Over the course of your pregnancy, many tests will be offered or recommended. Sometimes the number of tests and tubes of blood make my patients feel like we are vampires sucking them dry. Amidst this number of tests, it's still important that you understand what tests are being done and, together with your providers, choose just those that are right for you.
Many tests are designed to optimize a mother's health not only because we want all women to be as healthy as possible, but also because a healthy mother is best for a healthy pregnancy and child. Because there is little controversy about these desired outcomes, many of these tests are done routinely and patients may not know all that is being sent or checked.
Some tests check for infection (e.g. urinary tract infections). While treating infections can be important, the nature of some infections, such as HIV, are such that patients should be informed about the test and given the option to decline having it (so called "opt out" testing, which is endorsed by many professional groups, including the Centers for Disease Control).
Other tests look for anemia (low red blood cell counts) that can be treated with iron or other vitamins. A mother's blood type is also checked to see if she is RH negative or has developed antibodies that could, rarely, indicate an incompatibility with her baby's blood type. Such incompatibilities can lead to anemia in the developing fetus and may require special testing or, very uncommonly, a blood transfusion given while the baby is still unborn (intrauterine transfusion). Women who are Rh negative and having babies fathered by Rh positive men require treatment to prevent developing antibodies that can cause the problems of isoimmunization.
During pregnancy women are also offered---but may choose not to pursue---testing to evaluate their chances of having a pregnancy affected with certain genetic conditions. The tests offered may depend on a patient's background (ethnic group, country of origin), family history (diseases or other conditions in parents or siblings) or past pregnancy history (a prior child with a disease or condition). Ashkenazi women and men (individuals with an Eastern European Jewish background) are offered screening for Tay Sachs disease, for example. African Americans may be screened for sickle cell anemia. A woman whose sister had a child with hemophilia (poor clotting of blood) may be offered screening to see if, like her sister, she is a carrier and therefore at risk for having an effected son (this disease only affects males, though females can carry the gene.
All patients should also be offered a combination of blood and ultrasound tests to help evaluate their risk of carrying a fetus with genetic conditions caused by carrying an extra chromosome. Most of us have 46 chromosomes--23 inherited from our mother, 23 from our father. Rarely, individuals will have 47 chromosomes: the most common such condition is trisomy 21--an extra number 21 chromosome, also known as Down syndrome.
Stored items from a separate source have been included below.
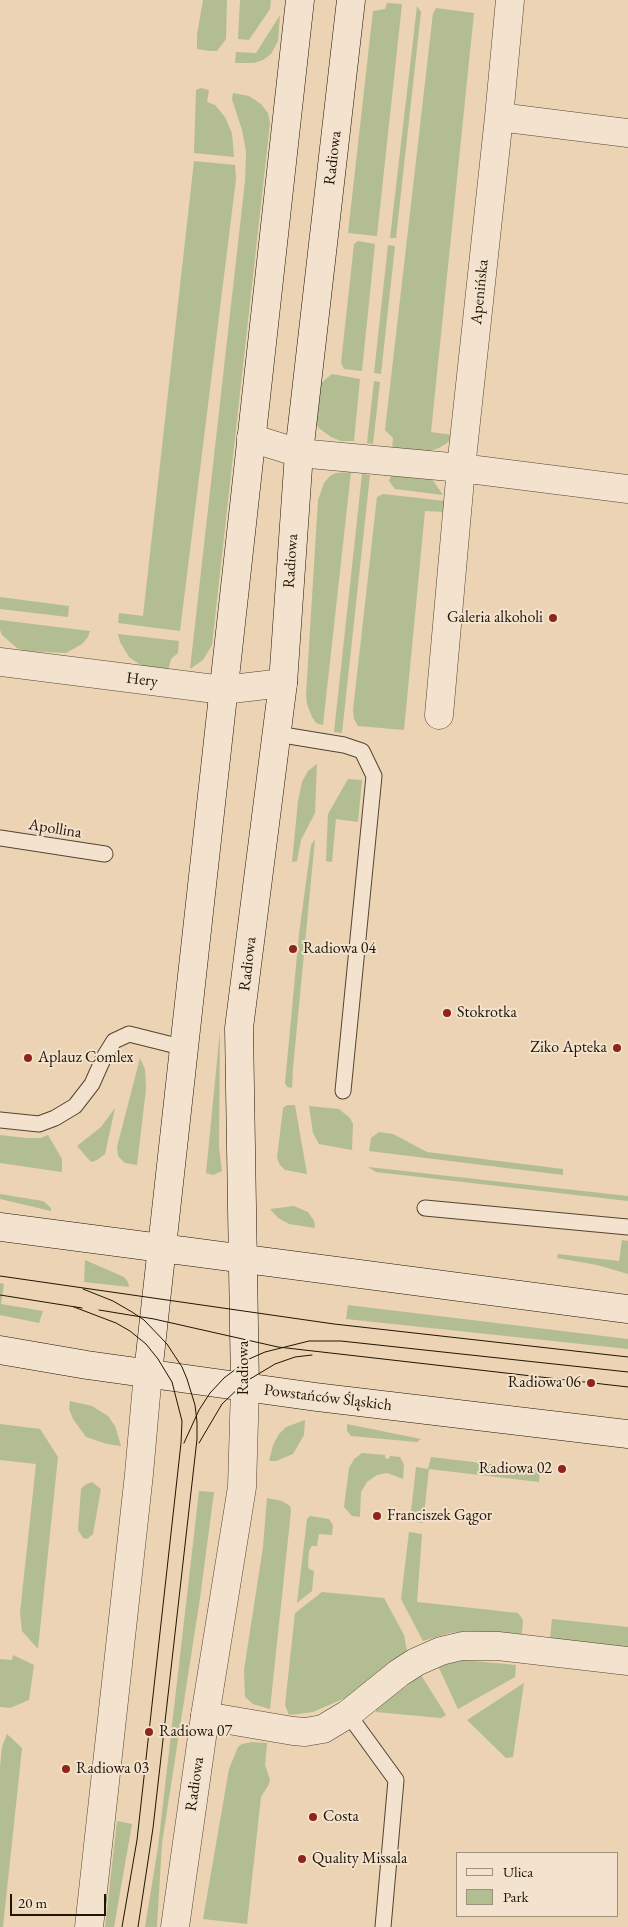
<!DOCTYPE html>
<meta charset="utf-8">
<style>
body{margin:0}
#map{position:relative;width:628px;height:1927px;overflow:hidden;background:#ebd3b3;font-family:"EB Garamond",serif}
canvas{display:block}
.legend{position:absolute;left:456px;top:1852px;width:162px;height:65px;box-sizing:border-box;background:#f2e2ce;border:1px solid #9e907d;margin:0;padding:6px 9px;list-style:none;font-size:15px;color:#201404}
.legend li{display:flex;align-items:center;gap:10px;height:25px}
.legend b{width:25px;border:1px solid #9e907d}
.scale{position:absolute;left:10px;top:1894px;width:96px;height:22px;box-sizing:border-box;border:2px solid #201404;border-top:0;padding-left:6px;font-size:15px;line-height:18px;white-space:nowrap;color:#201404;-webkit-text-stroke:4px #f2e2ce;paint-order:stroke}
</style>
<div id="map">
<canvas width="628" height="1927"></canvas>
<ul class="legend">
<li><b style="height:6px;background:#f2e2ce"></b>Ulica</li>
<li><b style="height:14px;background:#b2be91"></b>Park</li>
</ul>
<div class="scale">20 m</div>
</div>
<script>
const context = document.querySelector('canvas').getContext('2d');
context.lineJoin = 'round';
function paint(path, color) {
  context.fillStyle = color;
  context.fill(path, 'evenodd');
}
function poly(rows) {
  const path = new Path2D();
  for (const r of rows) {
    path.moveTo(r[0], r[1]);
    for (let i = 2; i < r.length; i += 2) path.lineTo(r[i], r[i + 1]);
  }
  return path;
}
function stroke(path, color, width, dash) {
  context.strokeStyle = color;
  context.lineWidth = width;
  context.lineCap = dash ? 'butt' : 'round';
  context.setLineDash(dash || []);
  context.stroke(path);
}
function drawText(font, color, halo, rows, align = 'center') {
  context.font = font + ' "EB Garamond",serif';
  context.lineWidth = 4;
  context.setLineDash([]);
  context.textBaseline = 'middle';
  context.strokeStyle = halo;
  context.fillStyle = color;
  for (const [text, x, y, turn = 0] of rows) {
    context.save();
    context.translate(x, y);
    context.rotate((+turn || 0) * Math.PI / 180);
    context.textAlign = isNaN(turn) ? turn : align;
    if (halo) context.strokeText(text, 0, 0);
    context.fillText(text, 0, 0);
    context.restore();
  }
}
const green = poly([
 [203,0,227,0,226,39,217,51,210,51,197,49,197,35],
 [240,0,271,0,270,9,249,40,238,39],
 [387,3,402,4,377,236,348,233,373,11,385,9],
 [417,6,421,12,396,238,390,238],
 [436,8,474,13,431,432,453,435,447,443,439,448,429,451,392,449,393,438,385,430,433,13],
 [280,15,278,41,271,54,263,60,254,63,235,63,236,52,256,53],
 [201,88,209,90,207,102,215,105,225,117,232,133,234,157,194,153,196,90],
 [233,93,249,96,261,104,268,113,270,123,212,645,203,660,190,669,245,181,246,151,242,130,232,99],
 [194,161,235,165,236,179,180,631,118,623,119,613,143,616],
 [358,241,375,244,362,371,344,369,341,363,354,244],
 [388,245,395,246,381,374,374,373],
 [332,374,360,379,354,441,341,441,331,437,320,429,314,421,316,387],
 [374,381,380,382,373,444,367,443],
 [351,472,323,725,316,723,312,717,307,704,306,695,318,500,324,483,330,476,336,473],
 [362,474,370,475,342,733,334,732],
 [391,475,432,479,443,495,395,489,389,481],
 [383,494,445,501,446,512,425,511,404,730,358,726,354,719,353,710,377,497],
 [0,597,69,606,68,617,0,609],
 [0,620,90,631,88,637,82,644,66,653,26,651,17,648,2,635,0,630],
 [118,634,179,641,178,653,171,659,168,670,142,666,129,657,120,642],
 [317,764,315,813,301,840,297,861,292,862,298,801,302,782,308,771],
 [348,779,362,780,358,822,336,819,332,862,326,861,328,814],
 [315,839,293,1068,292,1088,287,1087,285,1083,299,934,311,845],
 [220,1030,219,1147,222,1171,213,1175,206,1173],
 [140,1058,145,1069,146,1089,137,1165,125,1163,118,1156,117,1147],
 [287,1105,295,1105,307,1174,285,1170,280,1165,277,1158,283,1108],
 [309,1106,339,1109,350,1118,353,1124,352,1150,319,1144,313,1133],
 [115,1108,105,1154,97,1160,91,1162,77,1146,101,1127],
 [379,1132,393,1134,427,1152,563,1169,563,1175,369,1151,371,1138],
 [0,1135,26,1138,40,1138,48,1135,62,1159,62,1172,0,1163],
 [368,1167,628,1196,628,1201,376,1172],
 [0,1194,43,1201,51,1208,51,1211,0,1199],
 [294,1206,308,1212,314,1221,315,1228,289,1224,278,1218,270,1209],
 [622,1240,628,1241,628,1274,597,1265,557,1258,558,1254,619,1261],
 [85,1260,124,1277,128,1282,129,1287,84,1282],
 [0,1283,4,1284,1,1304,43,1311,39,1323,0,1315],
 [348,1305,628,1339,628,1349,346,1319],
 [70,1401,92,1406,108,1416,115,1426,121,1446,107,1444,86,1437,73,1419,69,1409],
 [305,1420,304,1435,293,1454,276,1461,269,1461,273,1445,279,1434,286,1427],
 [0,1424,40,1429,58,1457,38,1649,22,1631,20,1613,36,1464,0,1460],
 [347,1424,421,1439,417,1442,351,1436,347,1431],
 [362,1453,385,1455,385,1458,389,1459,390,1456,400,1457,404,1465,403,1479,387,1473,377,1475,367,1482,361,1492,360,1517,352,1516,344,1507,349,1468,354,1459],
 [431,1457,540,1470,539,1482,429,1469,423,1523,410,1521,416,1467,428,1469],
 [92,1482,101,1489,93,1534,87,1539,83,1538,78,1530,81,1489,85,1485],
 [199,1491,214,1492,200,1598,162,1843,157,1927,145,1927,158,1847],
 [267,1498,282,1501,290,1506,291,1511,270,1709,253,1704,245,1697,244,1670,263,1547],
 [310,1516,329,1519,333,1525,332,1535,319,1534,317,1546,312,1546,309,1551,308,1566,309,1569,314,1571,312,1591,297,1603,307,1519],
 [409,1532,422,1534,417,1602,518,1613,523,1620,522,1634,470,1631,450,1633,423,1641,401,1599],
 [322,1592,384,1598,404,1635,407,1651,345,1698,313,1712,289,1715,285,1705,295,1613],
 [552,1619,628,1627,628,1647,550,1639],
 [13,1655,34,1665,29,1700,10,1708,0,1707,0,1659,12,1660],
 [463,1660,516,1665,515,1677,458,1709,438,1666],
 [421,1675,446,1715,441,1718,376,1712,376,1709],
 [524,1683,513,1757,506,1758,467,1720],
 [7,1734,22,1748,3,1927,0,1927,0,1767,2,1747],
 [252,1742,267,1743,265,1765,270,1780,269,1784,261,1797,247,1924,203,1919,229,1769,238,1747,242,1744],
 [117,1821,132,1824,114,1927,105,1927]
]);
const service = poly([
 [277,734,344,745,362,751,374,776,343,1091],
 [0,838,105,854],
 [0,1120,39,1124,55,1118,75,1106,92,1084,104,1057,114,1041,129,1034,185,1048],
 [425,1208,628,1227],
 [348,1714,396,1780,383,1927]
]);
const minor = poly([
 [510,0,499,117,628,133],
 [251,438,299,453,461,468,628,489],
 [0,662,223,690,283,683],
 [439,715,461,468,499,117],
 [205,1716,293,1731,305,1732,323,1729,348,1714,399,1673,416,1662,441,1651,462,1646,498,1646,628,1661]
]);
const tertiary = poly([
 [89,1927,139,1474,148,1373],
 [175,1927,205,1716,242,1487,245,1387]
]);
const secondary = poly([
 [0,1227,628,1309],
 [0,1350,87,1365,316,1397,628,1434],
 [148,1373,300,0],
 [245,1387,239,1028,283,683,299,453,351,0]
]);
const tram = poly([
 [0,1276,334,1324,628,1357],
 [83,1289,113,1301,132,1312,144,1320,167,1344,182,1367,187,1379,195,1405,197,1422,197,1439,153,1828,138,1927],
 [0,1295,82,1308],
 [74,1307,116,1323,130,1331,146,1344,158,1359,172,1382,182,1421,181,1443,137,1840,122,1927],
 [99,1310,154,1319,278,1347,628,1387],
 [184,1443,199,1410,210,1393,224,1378,249,1359,265,1352,309,1341,341,1341,628,1372],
 [199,1443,222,1404,245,1382,275,1364,295,1357,312,1355]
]);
const markers = [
 [553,618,5,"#8f2418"],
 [293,949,5,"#8f2418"],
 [447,1013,5,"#8f2418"],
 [617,1048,5,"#8f2418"],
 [28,1058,5,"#8f2418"],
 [591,1383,5,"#8f2418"],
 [562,1469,5,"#8f2418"],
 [377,1516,5,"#8f2418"],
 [149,1732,5,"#8f2418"],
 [66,1769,5,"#8f2418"],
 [313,1817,5,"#8f2418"],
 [302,1859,5,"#8f2418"]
];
const streetNames = [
 ["Radiowa",333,158,-83],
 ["Apenińska",480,292,-84],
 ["Radiowa",291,561,-86],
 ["Hery",142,680,7],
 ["Apollina",55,829,9],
 ["Radiowa",248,964,-83],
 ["Radiowa",244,1368,-90],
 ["Powstańców Śląskich",328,1398,7],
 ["Radiowa",195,1784,-82]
];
const poiNames = [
 ["Galeria alkoholi",543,618,"right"],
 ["Radiowa 04",303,949],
 ["Stokrotka",457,1013],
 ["Ziko Apteka",607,1048,"right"],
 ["Aplauz Comlex",38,1058],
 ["Radiowa 06",581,1383,"right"],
 ["Radiowa 02",552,1469,"right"],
 ["Franciszek Gągor",387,1516],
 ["Radiowa 07",159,1732],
 ["Radiowa 03",76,1769],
 ["Costa",323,1817],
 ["Quality Missala",312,1859]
];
paint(green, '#b2be91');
stroke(service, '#534430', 17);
stroke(minor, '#534430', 29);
stroke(tertiary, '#534430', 29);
stroke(secondary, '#201404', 29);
stroke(service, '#f2e2ce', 15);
stroke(minor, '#f2e2ce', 28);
stroke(tertiary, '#f2e2ce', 28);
stroke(secondary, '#f2e2ce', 28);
stroke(tram, '#201404', 1);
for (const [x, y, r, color] of markers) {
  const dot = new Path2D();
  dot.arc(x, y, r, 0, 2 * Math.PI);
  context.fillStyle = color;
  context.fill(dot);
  stroke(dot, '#f2e2ce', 2);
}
drawText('16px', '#201404', '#f2e2ce', streetNames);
drawText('16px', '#201404', '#f2e2ce', poiNames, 'left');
</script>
The chances of having a child with Down syndrome usually isn't an inherited risk (meaning that whether or not you or your family have had pregnancies with this conditions doesn't change the chance that a certain pregnancy will be effected). Down syndrome risk increases with the age of the mother (well actually, the age of the egg involved in conception, which can be quite different from a mother's age if a donor egg was used in the process of in vitro fertilization).
Women who are identified as carriers of a fetus with mutations in individual genes or as being at increased risk based on screening tests for Down syndrome or other similar conditions may elect diagnostic testing to directly examine fetal genetic material. Amniocentesis is one such diagnostic test. Some may want such testing in order to prepare for the birth of a child with medical or other needs. Others may use the information from these tests to make decisions about continuing their pregnancy.
For many, however such testing is not of interest: They don't want to know about possible conditions in their child in advance of birth. The miscarriage risk from diagnostic testing, even if it is less than 1%, seems too high. They'd never consider an abortion.
Saying that all women should be offered certain tests is not the same as saying that all women should have them. I want to emphasize that point because, almost certainly, someone will read what I've written and write an angry response that I'm recommending that all patients be screened for Down syndrome, cystic fibrosis, or some other condition that they feel does not merit anyone's considering pregnancy termination. That is not what I'm saying, and not what I do. I offer appropriate screening to all my patients, help them understand what information the test might provide and how the results might be used, and happily except their decision, whatever it might be.
Yes, there are a lot of tests in pregnancy but that doesn't mean you should be in the dark. Ask what you're being testing for and why a test is offered or recommended. Understand what the results might mean. Decide if any or all tests are right for you.